Follow the ways of your heart
and whatever your eyes see,
but know that for all these things
God will bring you into judgment.
So then, banish anxiety from your heart
and cast off the troubles of your body,
for youth and vigor are meaningless. (New International Version, Ecclesiastes 11:8-10)
Looking back upon my life, I remember some dark days. Some of these days occurred when I was young. Some occurred in my early adult years. And other dark days played out later in life. At the time, the pain of those moments seemed intense. Life is like that, though. Present moments of darkness and pain seem harsh, unforgiving, and unkind.
Some of my dark days included
…having a fellow student bully and taunt me for weeks on end.
…missing out on selection to the OSU volleyball team by one spot.
…being betrayed and abandoned by some one I loved.
…learning that our youngest son had a disfiguring birth defect.
…learning that two of our sons were on the autism spectrum.
…discovering that one of our sons was being emotionally and physically harmed.
…being informed I had breast cancer.
For me, when I’ve experienced the dark, unpredictable, and anxious moments of life, they have consistently prompted me to seek a way out of the shadows and into Hope and Light.
Because I believe that every single situation and moment that my God leads me through, whether times of joy or times of hardship, has meaning in Him. Difficult days or blissful days have no significance in and of themselves. Ultimately, our days will all disappear into the annals of time. What we do with them and how we respond to them is what counts.
Solomon exhorts us to rejoice in every moment in life.
How is that possible? Even on the dark, dismal, lonely and uncertain days?
Only in Christ.
Having had cancer, not knowing if it will come back, really helps me to embrace the here and now. I’m not perfect in that; believe me. However, I am not willing to allow dark and discouraging days and their shadows prevent me from cultivating the hope and assuring vision of my Savior in my life today and tomorrow.
This is what we all need on dark days, right?
We need a hope-filled, confident vision of Christ. We need His reassuring Presence.
My friend in Finetown needs the hope of Christ and His reassuring Presence as her family continues to live with the realities of an incurable disease.
My children need the hope of Christ and His reassuring Presence to utilize their strengths to their best abilities as they live life with autism.
I need the hope of Christ and His reassuring Presence as a cancer-survivor and to banish anxiety and fear from my heart.
I need the hope of Christ and His reassuring Presence to lead and guide me as His follower, as the wife of John, as the mother of Micah, Jake and Caleb and as a missionary in southern Africa.

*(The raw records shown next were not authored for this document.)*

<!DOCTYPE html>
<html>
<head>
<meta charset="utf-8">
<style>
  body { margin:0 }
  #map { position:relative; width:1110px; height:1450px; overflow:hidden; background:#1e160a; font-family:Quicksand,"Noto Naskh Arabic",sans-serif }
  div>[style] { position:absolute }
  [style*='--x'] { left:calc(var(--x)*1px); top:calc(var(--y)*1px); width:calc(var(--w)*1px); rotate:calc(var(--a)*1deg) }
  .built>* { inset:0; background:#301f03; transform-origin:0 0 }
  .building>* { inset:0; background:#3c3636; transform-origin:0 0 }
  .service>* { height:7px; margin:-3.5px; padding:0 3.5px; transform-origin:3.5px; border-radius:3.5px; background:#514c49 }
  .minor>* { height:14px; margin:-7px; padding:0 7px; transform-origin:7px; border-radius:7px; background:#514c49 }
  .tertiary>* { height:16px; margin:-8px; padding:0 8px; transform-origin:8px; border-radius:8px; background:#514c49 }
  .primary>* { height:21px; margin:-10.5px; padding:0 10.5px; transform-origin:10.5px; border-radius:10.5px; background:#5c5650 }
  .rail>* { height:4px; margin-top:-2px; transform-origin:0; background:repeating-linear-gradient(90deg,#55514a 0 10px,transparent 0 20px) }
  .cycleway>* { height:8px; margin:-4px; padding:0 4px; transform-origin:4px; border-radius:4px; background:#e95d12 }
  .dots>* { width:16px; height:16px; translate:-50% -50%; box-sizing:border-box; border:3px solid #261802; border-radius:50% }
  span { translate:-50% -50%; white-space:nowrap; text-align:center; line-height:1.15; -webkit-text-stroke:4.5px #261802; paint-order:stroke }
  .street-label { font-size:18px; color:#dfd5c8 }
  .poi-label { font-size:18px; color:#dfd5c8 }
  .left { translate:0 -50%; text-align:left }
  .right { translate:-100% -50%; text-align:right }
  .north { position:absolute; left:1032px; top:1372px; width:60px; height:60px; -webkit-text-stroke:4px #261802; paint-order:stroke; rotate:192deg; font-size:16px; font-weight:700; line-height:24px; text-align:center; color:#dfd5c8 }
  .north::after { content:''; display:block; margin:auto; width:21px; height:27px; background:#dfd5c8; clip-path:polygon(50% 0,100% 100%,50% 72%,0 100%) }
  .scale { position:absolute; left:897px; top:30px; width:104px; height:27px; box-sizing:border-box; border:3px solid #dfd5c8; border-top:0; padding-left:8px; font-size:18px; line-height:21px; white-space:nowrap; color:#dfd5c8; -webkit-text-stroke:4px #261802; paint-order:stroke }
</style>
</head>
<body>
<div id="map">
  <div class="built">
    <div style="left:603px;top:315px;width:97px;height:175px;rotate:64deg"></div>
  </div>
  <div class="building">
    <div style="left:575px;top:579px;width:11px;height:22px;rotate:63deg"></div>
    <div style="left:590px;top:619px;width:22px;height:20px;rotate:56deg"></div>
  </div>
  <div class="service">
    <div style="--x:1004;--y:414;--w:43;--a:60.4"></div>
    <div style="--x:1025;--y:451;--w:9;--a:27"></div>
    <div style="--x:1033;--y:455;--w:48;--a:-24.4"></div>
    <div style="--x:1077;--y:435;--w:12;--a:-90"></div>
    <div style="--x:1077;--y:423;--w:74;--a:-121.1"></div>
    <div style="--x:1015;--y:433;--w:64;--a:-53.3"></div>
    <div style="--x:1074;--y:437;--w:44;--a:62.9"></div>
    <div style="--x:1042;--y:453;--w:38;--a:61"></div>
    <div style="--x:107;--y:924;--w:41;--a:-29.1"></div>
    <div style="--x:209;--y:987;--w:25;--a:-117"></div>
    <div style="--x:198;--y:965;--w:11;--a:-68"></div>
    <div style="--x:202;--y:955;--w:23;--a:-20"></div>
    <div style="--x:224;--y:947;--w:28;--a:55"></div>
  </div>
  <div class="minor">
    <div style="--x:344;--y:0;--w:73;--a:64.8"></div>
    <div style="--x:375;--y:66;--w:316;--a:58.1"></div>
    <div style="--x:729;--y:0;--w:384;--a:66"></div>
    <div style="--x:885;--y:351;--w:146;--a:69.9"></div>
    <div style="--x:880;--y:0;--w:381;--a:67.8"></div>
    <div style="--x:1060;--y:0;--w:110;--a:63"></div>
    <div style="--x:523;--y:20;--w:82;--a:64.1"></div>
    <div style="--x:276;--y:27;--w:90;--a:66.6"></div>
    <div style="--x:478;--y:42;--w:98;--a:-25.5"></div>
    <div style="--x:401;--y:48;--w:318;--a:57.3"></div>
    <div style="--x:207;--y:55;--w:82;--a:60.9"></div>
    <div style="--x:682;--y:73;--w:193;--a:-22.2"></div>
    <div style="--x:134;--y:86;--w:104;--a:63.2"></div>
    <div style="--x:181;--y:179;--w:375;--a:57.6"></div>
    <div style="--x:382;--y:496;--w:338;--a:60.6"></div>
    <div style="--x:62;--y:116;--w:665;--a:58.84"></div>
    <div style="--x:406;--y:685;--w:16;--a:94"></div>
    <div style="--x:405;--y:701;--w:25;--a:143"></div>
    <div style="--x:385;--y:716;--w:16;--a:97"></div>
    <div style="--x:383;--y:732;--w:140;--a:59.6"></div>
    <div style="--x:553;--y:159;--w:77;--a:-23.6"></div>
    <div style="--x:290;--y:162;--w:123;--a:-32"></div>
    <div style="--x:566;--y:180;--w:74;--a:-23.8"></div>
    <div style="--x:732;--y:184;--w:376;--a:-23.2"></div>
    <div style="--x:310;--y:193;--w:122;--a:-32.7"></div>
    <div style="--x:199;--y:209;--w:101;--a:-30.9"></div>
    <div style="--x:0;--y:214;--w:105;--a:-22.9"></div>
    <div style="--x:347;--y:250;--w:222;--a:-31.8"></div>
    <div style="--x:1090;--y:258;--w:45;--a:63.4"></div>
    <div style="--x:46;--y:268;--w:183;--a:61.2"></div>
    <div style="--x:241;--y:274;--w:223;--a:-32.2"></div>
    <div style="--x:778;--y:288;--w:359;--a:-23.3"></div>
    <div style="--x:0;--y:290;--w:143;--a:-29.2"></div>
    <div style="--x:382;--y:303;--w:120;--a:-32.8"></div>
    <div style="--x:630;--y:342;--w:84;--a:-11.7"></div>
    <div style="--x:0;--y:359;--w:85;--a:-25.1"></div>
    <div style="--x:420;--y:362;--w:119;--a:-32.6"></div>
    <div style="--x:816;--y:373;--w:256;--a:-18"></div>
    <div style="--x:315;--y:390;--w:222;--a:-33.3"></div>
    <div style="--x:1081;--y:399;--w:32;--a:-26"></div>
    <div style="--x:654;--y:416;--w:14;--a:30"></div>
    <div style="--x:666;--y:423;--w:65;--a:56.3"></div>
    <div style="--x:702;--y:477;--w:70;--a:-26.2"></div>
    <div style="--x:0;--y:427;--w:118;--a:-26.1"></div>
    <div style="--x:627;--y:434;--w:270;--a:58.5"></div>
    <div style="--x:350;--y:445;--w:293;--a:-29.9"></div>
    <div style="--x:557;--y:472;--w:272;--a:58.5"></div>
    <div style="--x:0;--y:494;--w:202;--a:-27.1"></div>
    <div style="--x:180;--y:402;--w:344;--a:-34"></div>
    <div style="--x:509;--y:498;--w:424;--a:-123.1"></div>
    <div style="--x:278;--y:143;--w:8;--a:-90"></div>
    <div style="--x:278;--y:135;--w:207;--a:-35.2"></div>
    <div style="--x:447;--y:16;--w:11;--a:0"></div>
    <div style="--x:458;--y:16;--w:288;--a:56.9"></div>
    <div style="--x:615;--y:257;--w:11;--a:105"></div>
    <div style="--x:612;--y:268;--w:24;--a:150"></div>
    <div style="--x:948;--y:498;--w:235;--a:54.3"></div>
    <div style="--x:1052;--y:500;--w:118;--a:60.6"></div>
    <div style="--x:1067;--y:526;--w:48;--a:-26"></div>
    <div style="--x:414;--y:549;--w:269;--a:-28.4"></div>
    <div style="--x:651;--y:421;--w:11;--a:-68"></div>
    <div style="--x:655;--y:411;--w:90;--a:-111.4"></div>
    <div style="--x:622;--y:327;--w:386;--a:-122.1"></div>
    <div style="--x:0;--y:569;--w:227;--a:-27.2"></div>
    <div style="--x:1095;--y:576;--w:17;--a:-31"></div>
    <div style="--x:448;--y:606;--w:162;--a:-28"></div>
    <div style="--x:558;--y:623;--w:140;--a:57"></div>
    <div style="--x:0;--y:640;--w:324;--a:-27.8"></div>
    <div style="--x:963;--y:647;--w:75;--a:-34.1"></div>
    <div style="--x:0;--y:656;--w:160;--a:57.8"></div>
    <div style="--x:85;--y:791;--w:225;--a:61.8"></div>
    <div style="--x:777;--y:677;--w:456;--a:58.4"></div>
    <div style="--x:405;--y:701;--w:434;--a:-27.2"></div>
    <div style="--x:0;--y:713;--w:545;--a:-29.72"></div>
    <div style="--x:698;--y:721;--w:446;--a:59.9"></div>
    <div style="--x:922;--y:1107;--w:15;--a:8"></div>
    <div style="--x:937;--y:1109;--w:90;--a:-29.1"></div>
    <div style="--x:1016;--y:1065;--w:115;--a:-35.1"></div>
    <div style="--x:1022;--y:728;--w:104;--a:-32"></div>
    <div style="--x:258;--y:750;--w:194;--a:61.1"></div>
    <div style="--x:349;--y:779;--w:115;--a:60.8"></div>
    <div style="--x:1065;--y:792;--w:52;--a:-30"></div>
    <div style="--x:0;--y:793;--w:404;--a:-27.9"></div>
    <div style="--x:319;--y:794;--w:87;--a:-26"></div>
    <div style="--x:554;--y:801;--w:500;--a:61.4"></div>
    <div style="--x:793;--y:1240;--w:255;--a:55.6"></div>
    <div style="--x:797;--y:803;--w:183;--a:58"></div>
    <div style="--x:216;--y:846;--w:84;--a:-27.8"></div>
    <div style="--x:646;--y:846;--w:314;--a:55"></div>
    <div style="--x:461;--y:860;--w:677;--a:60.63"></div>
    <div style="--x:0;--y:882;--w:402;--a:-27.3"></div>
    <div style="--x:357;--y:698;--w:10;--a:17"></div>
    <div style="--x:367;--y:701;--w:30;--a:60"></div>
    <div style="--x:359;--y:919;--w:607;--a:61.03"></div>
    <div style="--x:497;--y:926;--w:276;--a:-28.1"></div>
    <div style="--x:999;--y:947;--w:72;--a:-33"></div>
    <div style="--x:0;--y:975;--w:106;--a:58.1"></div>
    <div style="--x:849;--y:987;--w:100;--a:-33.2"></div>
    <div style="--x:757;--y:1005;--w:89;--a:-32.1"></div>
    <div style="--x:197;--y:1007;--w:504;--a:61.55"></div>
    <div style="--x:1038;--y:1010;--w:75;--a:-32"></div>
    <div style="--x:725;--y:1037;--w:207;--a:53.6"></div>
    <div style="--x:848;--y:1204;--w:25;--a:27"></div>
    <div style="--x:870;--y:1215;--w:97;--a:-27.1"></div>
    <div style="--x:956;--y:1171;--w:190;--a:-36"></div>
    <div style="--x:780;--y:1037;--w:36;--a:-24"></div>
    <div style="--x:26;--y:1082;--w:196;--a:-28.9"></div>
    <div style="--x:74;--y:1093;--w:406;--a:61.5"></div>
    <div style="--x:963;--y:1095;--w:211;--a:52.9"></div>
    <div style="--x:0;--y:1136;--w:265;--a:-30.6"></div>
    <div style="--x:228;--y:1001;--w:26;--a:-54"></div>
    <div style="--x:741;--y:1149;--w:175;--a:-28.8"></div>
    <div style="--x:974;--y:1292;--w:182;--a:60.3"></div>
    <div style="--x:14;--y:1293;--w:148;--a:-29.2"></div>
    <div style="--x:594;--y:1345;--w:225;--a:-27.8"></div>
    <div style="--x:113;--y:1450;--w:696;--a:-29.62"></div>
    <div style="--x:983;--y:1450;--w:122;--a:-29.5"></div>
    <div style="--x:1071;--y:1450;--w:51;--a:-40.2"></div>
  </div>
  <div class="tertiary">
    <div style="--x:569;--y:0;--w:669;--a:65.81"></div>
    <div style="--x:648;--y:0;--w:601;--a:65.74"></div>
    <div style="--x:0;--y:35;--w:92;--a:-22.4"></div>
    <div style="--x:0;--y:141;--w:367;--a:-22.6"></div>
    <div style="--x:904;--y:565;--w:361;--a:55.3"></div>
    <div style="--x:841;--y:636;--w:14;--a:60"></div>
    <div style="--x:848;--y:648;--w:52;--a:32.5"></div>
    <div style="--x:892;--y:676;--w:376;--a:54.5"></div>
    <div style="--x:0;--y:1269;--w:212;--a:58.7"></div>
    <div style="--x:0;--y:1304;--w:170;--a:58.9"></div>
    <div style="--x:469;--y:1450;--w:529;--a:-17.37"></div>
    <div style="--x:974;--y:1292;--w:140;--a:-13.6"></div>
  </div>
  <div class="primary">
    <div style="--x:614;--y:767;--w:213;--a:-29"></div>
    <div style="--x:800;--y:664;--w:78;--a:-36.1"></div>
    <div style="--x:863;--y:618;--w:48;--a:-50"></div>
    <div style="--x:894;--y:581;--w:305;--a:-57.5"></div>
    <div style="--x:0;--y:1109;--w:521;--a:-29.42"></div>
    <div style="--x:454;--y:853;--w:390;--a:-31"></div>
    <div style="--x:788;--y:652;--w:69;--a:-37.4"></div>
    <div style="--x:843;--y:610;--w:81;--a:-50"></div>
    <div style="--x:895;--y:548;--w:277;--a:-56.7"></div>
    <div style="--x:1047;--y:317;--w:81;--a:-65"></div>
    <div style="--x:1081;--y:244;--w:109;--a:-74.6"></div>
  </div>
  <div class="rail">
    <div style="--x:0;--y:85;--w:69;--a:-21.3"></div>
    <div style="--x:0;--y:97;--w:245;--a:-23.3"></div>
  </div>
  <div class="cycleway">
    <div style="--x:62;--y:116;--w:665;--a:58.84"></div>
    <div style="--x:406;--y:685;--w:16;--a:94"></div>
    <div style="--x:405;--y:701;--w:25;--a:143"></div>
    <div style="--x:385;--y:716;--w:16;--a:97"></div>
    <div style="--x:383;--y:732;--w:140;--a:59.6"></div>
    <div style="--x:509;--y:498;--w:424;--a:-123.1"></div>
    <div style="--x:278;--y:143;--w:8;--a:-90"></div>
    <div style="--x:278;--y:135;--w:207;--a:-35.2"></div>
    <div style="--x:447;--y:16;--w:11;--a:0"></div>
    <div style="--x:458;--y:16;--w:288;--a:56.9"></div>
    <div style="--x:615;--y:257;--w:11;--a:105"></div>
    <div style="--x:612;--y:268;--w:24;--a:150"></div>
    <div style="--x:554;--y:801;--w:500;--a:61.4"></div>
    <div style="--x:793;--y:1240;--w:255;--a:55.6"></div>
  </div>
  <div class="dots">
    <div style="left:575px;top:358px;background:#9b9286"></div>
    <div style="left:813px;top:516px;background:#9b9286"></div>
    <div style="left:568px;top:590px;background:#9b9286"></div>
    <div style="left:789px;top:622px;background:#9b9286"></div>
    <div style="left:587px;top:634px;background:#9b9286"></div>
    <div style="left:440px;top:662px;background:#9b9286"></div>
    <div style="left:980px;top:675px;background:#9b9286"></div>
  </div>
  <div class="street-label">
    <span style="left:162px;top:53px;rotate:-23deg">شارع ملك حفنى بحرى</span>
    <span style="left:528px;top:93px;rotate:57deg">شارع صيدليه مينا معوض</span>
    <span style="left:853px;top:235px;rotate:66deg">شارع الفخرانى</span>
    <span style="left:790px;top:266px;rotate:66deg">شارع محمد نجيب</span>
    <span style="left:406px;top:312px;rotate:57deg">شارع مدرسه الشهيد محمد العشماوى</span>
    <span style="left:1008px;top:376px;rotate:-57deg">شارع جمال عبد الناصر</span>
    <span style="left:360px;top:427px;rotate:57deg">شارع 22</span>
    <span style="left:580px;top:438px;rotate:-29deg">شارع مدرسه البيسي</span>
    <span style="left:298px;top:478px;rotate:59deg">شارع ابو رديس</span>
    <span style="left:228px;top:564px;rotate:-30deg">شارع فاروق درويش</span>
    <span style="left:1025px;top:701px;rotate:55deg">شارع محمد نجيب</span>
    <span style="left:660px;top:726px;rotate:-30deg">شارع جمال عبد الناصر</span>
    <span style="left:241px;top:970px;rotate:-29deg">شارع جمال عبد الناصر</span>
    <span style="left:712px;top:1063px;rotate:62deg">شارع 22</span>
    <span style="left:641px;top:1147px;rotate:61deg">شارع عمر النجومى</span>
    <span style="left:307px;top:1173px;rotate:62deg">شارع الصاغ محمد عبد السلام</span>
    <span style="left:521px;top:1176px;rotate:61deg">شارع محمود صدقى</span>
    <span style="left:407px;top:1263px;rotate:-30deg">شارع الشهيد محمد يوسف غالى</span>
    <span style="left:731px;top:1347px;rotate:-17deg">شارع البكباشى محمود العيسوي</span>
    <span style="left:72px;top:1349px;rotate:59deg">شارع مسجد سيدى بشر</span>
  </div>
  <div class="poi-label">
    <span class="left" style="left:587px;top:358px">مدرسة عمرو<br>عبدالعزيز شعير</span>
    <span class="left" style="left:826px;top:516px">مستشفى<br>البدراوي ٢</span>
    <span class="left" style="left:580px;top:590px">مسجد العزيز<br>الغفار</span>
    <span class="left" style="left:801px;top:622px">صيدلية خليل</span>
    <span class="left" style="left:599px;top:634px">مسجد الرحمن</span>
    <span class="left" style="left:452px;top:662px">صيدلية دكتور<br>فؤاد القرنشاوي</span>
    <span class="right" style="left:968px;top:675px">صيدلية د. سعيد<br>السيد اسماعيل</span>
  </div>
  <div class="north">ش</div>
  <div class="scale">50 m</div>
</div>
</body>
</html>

Yes, dark days will come. In fact, you may be experiencing a difficult, discouraging and dark day right now. Take heart, my friend! Our Savior is with us. He is especially close to us on days such as this! Call out to Him and seek His Light, His Hope and His Wonder!
Cultivate your vision of Him and rejoice, delight and be comforted in His Presence. This dark day will pass. His hope and reassuring Presence will not.